» TASK ITEM: Please copy each line below that contains the word "stream".
DATASET START
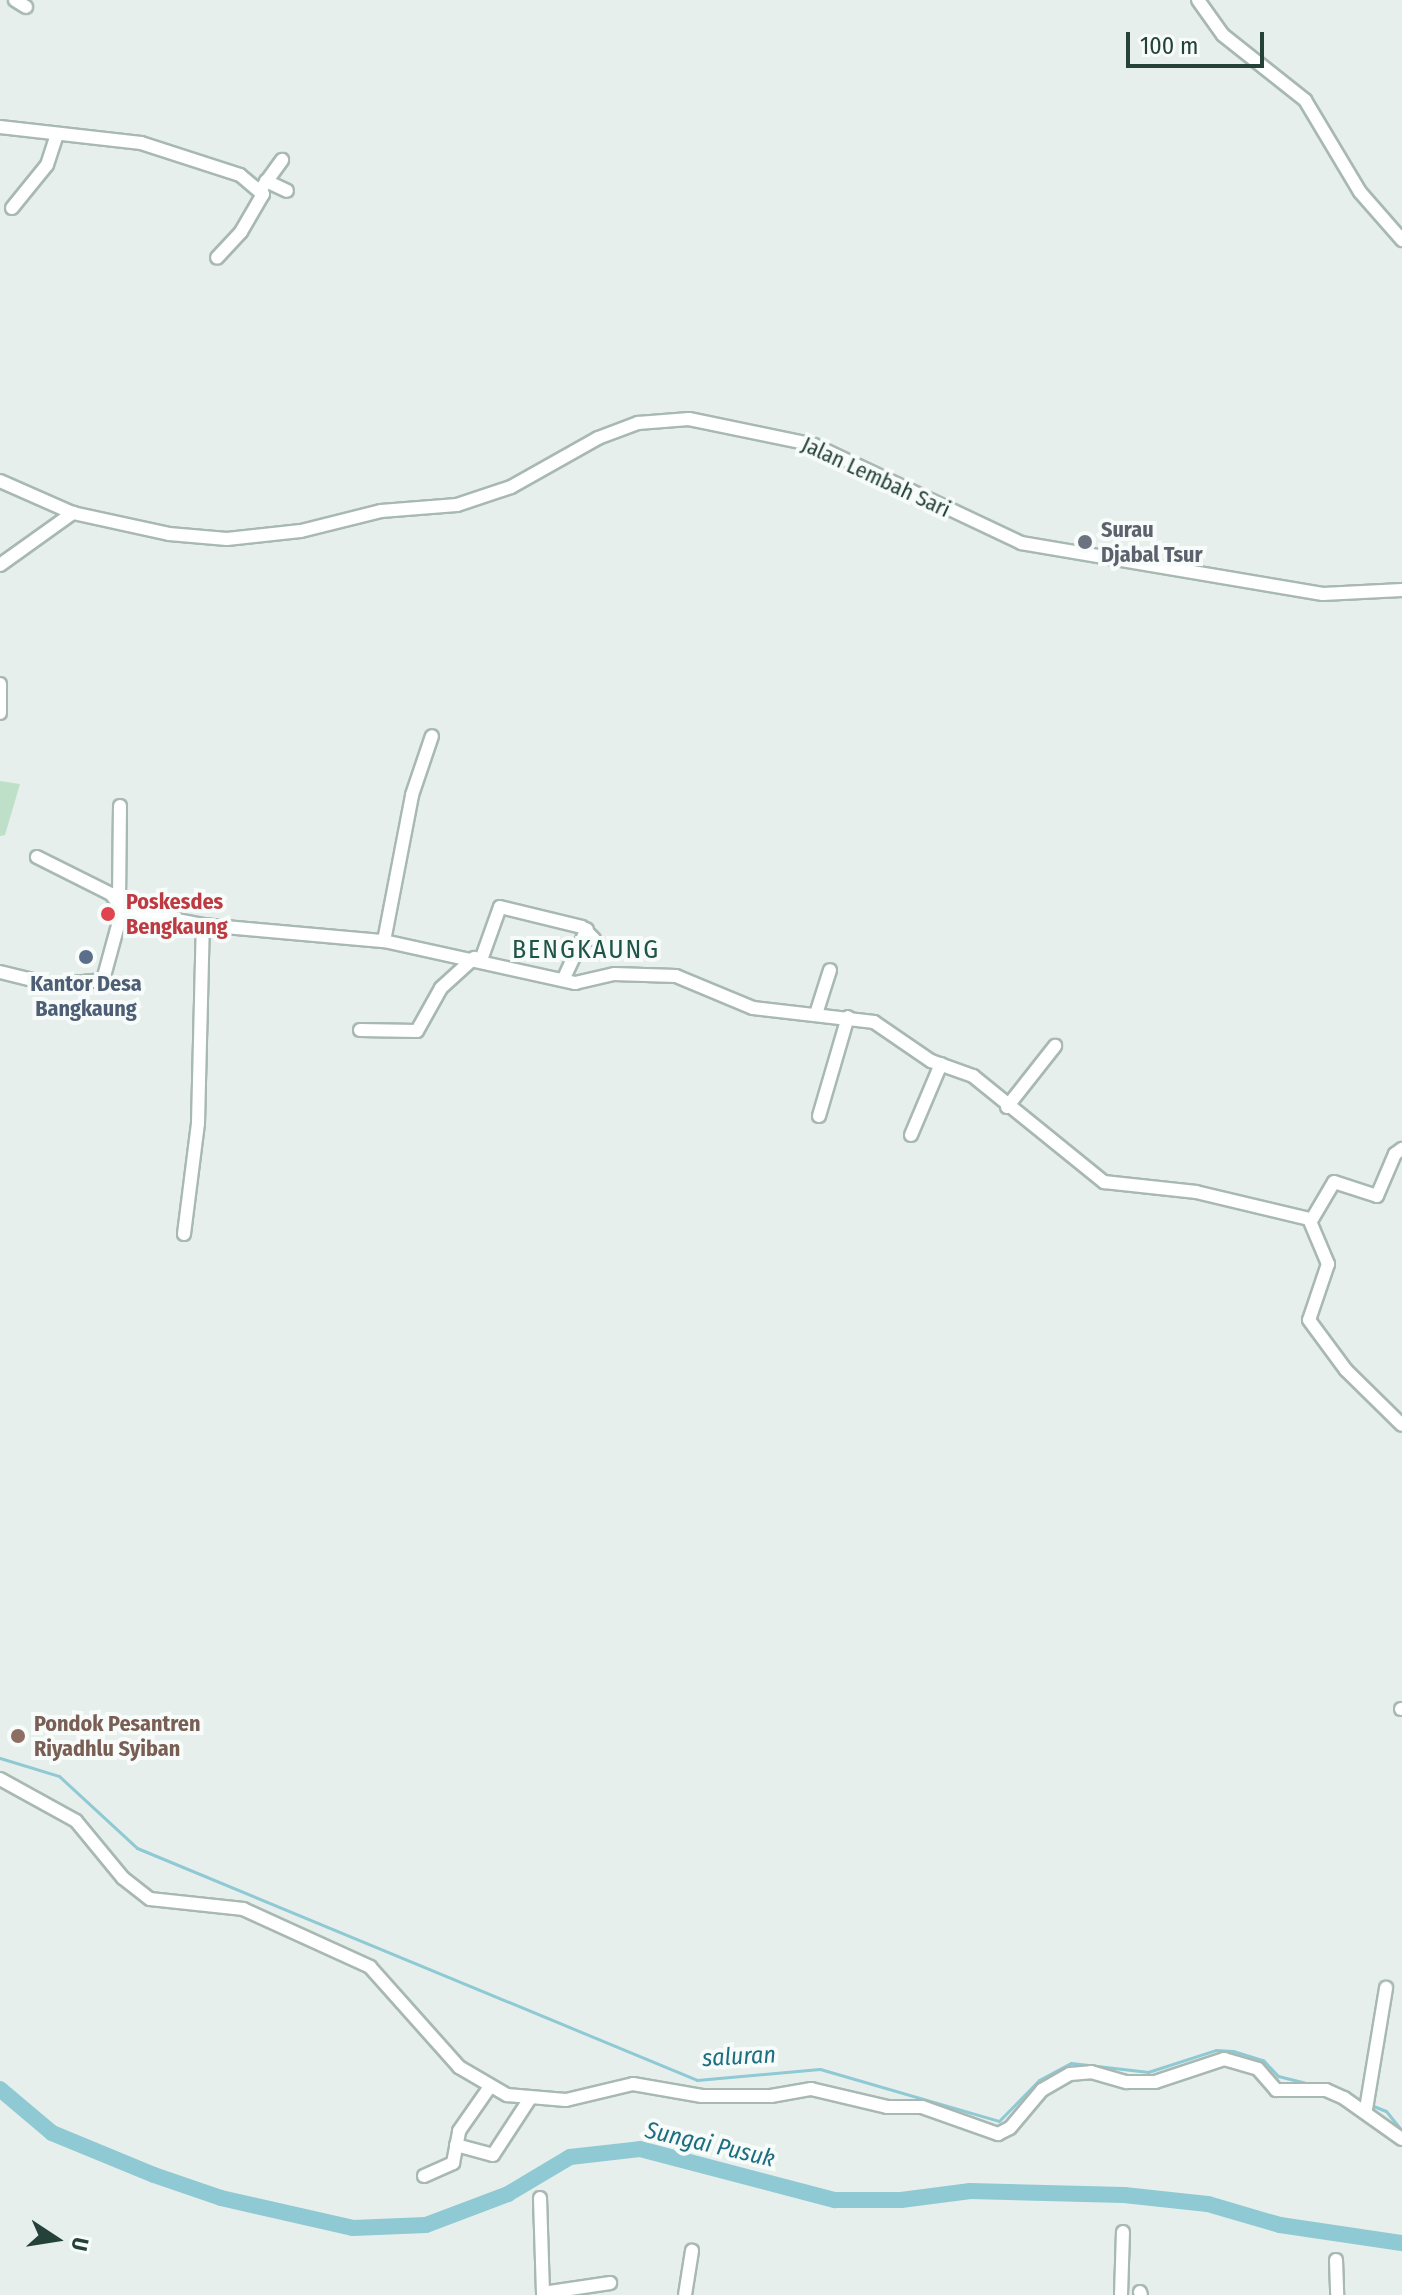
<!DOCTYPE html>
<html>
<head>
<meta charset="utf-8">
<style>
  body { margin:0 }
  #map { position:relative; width:1402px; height:2295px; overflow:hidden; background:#e6efeb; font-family:"Fira Sans Condensed",sans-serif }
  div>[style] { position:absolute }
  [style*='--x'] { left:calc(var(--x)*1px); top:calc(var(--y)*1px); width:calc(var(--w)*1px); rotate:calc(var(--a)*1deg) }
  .green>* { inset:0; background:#bfe0c8 }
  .stream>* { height:3px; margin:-1.5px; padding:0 1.5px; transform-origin:1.5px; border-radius:1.5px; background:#8ec9d4 }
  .river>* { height:16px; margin:-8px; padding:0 8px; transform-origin:8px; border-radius:8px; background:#8ec9d4 }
  .roads { filter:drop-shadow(2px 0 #a8b8b2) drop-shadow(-2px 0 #a8b8b2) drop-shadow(0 2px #a8b8b2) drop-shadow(0 -2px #a8b8b2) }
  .minor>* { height:12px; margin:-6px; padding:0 6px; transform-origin:6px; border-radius:6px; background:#fff }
  .dots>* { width:22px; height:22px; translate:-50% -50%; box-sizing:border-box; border:4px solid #f7fbf9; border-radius:50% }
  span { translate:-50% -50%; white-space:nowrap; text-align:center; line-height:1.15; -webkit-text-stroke:8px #f7fbf9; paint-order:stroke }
  .street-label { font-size:22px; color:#24423a }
  .worship-label { font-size:22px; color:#5b616d; font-weight:700 }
  .left { translate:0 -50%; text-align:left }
  .health-label { font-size:22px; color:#be3a42; font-weight:700 }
  .service-label { font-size:22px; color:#4e5e75; font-weight:700 }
  .education-label { font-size:22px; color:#785e54; font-weight:700 }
  .water-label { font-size:24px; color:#1c6f80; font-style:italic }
  .quarter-label { font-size:26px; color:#1f5548; letter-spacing:2px }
  .north { position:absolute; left:16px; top:2199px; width:80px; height:80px; -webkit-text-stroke:6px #f7fbf9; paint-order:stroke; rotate:102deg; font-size:22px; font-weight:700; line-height:32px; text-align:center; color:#24423a }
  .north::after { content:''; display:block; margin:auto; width:28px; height:36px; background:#24423a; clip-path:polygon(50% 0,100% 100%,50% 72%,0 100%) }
  .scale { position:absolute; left:1126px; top:32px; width:138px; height:36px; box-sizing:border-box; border:4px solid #24423a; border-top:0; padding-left:10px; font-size:24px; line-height:28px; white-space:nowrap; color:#24423a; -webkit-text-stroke:6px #f7fbf9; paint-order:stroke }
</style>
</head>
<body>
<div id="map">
  <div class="green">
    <i style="clip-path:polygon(0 781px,20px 784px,5px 835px,0 836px)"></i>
  </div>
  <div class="stream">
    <i style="--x:0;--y:1758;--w:62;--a:17"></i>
    <i style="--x:59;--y:1776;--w:106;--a:42.7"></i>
    <i style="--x:137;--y:1848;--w:606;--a:22.5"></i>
    <i style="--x:697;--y:2080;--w:123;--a:-5.1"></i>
    <i style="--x:820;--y:2069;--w:186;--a:16.2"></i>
    <i style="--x:999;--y:2121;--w:57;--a:-45.7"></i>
    <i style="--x:1039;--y:2080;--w:36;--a:-28"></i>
    <i style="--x:1071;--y:2063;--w:78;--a:6.7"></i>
    <i style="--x:1148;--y:2072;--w:71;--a:-17.9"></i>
    <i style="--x:1216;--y:2050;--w:17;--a:3"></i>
    <i style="--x:1233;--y:2051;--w:31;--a:17"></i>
    <i style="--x:1263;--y:2060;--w:22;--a:47"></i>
    <i style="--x:1278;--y:2076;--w:34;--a:14"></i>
    <i style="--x:1371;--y:2105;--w:16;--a:22"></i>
    <i style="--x:1386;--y:2111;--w:26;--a:51"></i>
  </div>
  <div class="river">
    <i style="--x:0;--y:2089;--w:68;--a:40.2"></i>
    <i style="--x:52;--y:2133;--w:110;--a:22.4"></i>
    <i style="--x:154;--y:2175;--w:71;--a:18.9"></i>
    <i style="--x:221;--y:2198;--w:135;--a:12.8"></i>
    <i style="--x:353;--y:2228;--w:73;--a:-2.4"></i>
    <i style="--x:426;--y:2225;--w:88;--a:-20.7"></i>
    <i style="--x:508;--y:2194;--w:72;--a:-30.8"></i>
    <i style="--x:570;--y:2157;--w:70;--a:-6.5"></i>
    <i style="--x:640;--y:2149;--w:202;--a:14.7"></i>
    <i style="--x:835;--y:2200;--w:66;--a:0"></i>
    <i style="--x:901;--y:2200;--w:70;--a:-7.4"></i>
    <i style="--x:970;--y:2191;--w:154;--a:1.5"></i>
    <i style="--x:1124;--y:2195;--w:84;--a:6.1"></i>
    <i style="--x:1208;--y:2204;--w:75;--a:16.3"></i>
    <i style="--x:1280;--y:2225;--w:123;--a:8.4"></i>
  </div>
  <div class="roads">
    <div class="minor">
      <i style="--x:15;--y:0;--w:13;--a:32"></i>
      <i style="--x:1198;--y:0;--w:43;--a:54.5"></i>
      <i style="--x:1223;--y:35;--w:105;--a:38.4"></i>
      <i style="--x:1305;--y:100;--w:107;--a:59.1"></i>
      <i style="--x:1360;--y:192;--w:64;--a:48.8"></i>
      <i style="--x:0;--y:127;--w:142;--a:6.5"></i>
      <i style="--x:141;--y:143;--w:104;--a:17.9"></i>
      <i style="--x:240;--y:175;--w:30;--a:40"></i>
      <i style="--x:263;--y:194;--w:44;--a:120.1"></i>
      <i style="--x:241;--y:232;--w:35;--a:133"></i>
      <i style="--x:266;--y:181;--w:23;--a:25"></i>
      <i style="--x:261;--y:189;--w:36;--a:-54"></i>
      <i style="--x:12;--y:208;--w:55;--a:-50.9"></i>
      <i style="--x:47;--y:165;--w:32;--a:-72"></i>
      <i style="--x:0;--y:481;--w:80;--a:23.7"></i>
      <i style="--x:0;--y:565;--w:90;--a:-35.5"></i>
      <i style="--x:73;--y:513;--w:98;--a:12.3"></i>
      <i style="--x:169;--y:534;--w:58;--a:4.9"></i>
      <i style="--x:227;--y:539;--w:74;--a:-6.2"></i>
      <i style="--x:301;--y:531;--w:82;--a:-14"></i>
      <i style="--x:381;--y:511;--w:76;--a:-4.5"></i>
      <i style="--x:457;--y:505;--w:57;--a:-18.4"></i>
      <i style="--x:511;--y:487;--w:100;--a:-29.4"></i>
      <i style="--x:598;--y:438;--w:43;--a:-20.6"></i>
      <i style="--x:638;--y:423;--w:51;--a:-4.5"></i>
      <i style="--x:689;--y:419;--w:128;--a:11.7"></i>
      <i style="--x:814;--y:445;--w:229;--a:25.3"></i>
      <i style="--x:1021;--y:543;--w:306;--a:9.6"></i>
      <i style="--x:1323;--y:594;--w:79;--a:-2.9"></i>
      <i style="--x:0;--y:684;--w:29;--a:90"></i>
      <i style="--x:37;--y:857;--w:83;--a:26.6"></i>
      <i style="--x:111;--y:894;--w:23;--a:52"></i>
      <i style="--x:119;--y:901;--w:95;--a:-89.4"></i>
      <i style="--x:384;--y:941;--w:149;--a:-79.1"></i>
      <i style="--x:412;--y:795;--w:62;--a:-71.3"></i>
      <i style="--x:481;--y:960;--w:56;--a:-70.3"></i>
      <i style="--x:500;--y:907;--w:84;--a:13.7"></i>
      <i style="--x:582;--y:927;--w:17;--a:45"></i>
      <i style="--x:0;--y:972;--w:55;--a:13.8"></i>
      <i style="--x:53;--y:985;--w:50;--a:-5.7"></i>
      <i style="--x:103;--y:980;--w:64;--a:-74.7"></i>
      <i style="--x:120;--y:918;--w:12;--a:-35"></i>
      <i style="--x:130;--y:911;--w:74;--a:10.9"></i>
      <i style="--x:203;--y:925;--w:182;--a:5.1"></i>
      <i style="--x:384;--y:941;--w:196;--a:12.4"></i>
      <i style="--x:575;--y:983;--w:40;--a:-13"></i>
      <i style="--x:614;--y:974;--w:62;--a:1.8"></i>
      <i style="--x:676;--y:976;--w:83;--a:22.6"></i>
      <i style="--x:753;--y:1008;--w:122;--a:6.6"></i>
      <i style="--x:874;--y:1022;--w:69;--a:34.4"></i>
      <i style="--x:931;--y:1061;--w:45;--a:19.7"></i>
      <i style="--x:973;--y:1076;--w:169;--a:39"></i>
      <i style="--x:1104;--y:1182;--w:93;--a:6.2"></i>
      <i style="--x:1196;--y:1192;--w:116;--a:13.4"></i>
      <i style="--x:1309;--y:1219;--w:49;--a:67.1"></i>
      <i style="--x:1328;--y:1264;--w:59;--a:108.7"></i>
      <i style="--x:1309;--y:1320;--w:62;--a:53.5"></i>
      <i style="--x:1346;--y:1370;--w:78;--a:44.5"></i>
      <i style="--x:563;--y:980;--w:56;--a:-64.8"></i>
      <i style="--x:816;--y:1014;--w:46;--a:-72.3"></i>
      <i style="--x:360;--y:1030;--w:57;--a:1"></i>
      <i style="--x:417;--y:1031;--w:49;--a:-60.8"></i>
      <i style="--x:441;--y:988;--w:45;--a:-42.3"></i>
      <i style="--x:1007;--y:1107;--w:78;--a:-51.8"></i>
      <i style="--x:819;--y:1116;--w:103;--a:-73.7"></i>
      <i style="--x:911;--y:1135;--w:77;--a:-67.1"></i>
      <i style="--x:1311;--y:1221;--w:45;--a:-59.5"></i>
      <i style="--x:1334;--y:1182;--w:45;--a:18"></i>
      <i style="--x:1377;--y:1196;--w:46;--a:-66.8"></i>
      <i style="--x:1395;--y:1154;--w:9;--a:-36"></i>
      <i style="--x:184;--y:1234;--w:112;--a:-82.8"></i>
      <i style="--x:198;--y:1123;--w:198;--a:-88.6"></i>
      <i style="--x:1401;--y:1709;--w:1;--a:0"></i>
      <i style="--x:0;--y:1779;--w:87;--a:28.9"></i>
      <i style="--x:76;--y:1821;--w:74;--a:50.5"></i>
      <i style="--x:123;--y:1878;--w:34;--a:38"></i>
      <i style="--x:150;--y:1899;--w:94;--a:6.1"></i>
      <i style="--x:243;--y:1909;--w:140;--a:24.5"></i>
      <i style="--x:370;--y:1967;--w:134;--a:48.3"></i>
      <i style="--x:459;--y:2067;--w:56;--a:30.3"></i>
      <i style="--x:507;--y:2095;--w:59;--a:4.8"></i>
      <i style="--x:566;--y:2100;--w:69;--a:-13.4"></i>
      <i style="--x:633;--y:2084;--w:70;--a:9.9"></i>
      <i style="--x:702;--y:2096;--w:69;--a:0"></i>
      <i style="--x:771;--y:2096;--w:41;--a:-9.9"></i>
      <i style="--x:811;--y:2089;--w:78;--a:13.3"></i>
      <i style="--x:887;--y:2107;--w:35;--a:0"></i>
      <i style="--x:922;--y:2107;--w:81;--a:19.6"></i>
      <i style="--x:998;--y:2134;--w:13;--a:-27"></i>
      <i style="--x:1010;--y:2128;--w:50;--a:-49.9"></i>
      <i style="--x:1042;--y:2090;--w:32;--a:-30"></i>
      <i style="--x:1070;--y:2074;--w:21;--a:-5"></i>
      <i style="--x:1091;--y:2072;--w:37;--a:16"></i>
      <i style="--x:1127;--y:2082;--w:28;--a:0"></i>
      <i style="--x:1155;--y:2082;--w:73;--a:-18.4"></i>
      <i style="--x:1224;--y:2059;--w:35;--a:16"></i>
      <i style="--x:1258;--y:2069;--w:28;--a:49"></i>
      <i style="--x:1276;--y:2090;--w:50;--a:0"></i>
      <i style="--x:1326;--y:2090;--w:20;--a:24"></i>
      <i style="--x:1344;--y:2098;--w:71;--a:35.3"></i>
      <i style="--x:1366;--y:2109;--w:123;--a:-80.6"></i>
      <i style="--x:456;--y:2145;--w:38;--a:15"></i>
      <i style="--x:493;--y:2155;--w:66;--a:-56.8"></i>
      <i style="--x:424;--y:2176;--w:32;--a:-24"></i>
      <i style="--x:453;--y:2163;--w:33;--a:-79"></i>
      <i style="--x:459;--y:2131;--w:52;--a:-55.1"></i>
      <i style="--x:540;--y:2198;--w:97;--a:88.2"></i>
      <i style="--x:1336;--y:2260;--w:35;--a:88"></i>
      <i style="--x:1140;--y:2292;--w:3;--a:72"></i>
      <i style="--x:543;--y:2293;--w:68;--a:-8.5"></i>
      <i style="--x:685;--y:2295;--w:45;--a:-81"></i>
      <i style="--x:1121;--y:2295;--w:63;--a:-88.2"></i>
    </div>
  </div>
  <div class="dots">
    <i style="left:1085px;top:542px;background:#6b7280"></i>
    <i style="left:108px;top:914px;background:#e0444e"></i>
    <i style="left:86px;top:957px;background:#5c6f8a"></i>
    <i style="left:18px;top:1736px;background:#8d6e63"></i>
  </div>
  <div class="street-label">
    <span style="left:876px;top:477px;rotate:25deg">Jalan Lembah Sari</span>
  </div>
  <div class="worship-label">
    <span class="left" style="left:1101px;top:542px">Surau<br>Djabal Tsur</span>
  </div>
  <div class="health-label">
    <span class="left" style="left:126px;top:914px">Poskesdes<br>Bengkaung</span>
  </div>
  <div class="service-label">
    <span style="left:86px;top:996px">Kantor Desa<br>Bangkaung</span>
  </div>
  <div class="education-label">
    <span class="left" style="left:34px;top:1736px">Pondok Pesantren<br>Riyadhlu Syiban</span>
  </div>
  <div class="water-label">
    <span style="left:739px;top:2057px;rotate:-3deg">saluran</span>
    <span style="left:710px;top:2145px;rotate:13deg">Sungai Pusuk</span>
  </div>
  <div class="quarter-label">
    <span style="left:586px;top:950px">BENGKAUNG</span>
  </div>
  <div class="north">U</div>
  <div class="scale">100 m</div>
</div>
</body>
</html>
DATASET END
» REPLY TO THE TASK:
  .stream>* { height:3px; margin:-1.5px; padding:0 1.5px; transform-origin:1.5px; border-radius:1.5px; background:#8ec9d4 }
  <div class="stream">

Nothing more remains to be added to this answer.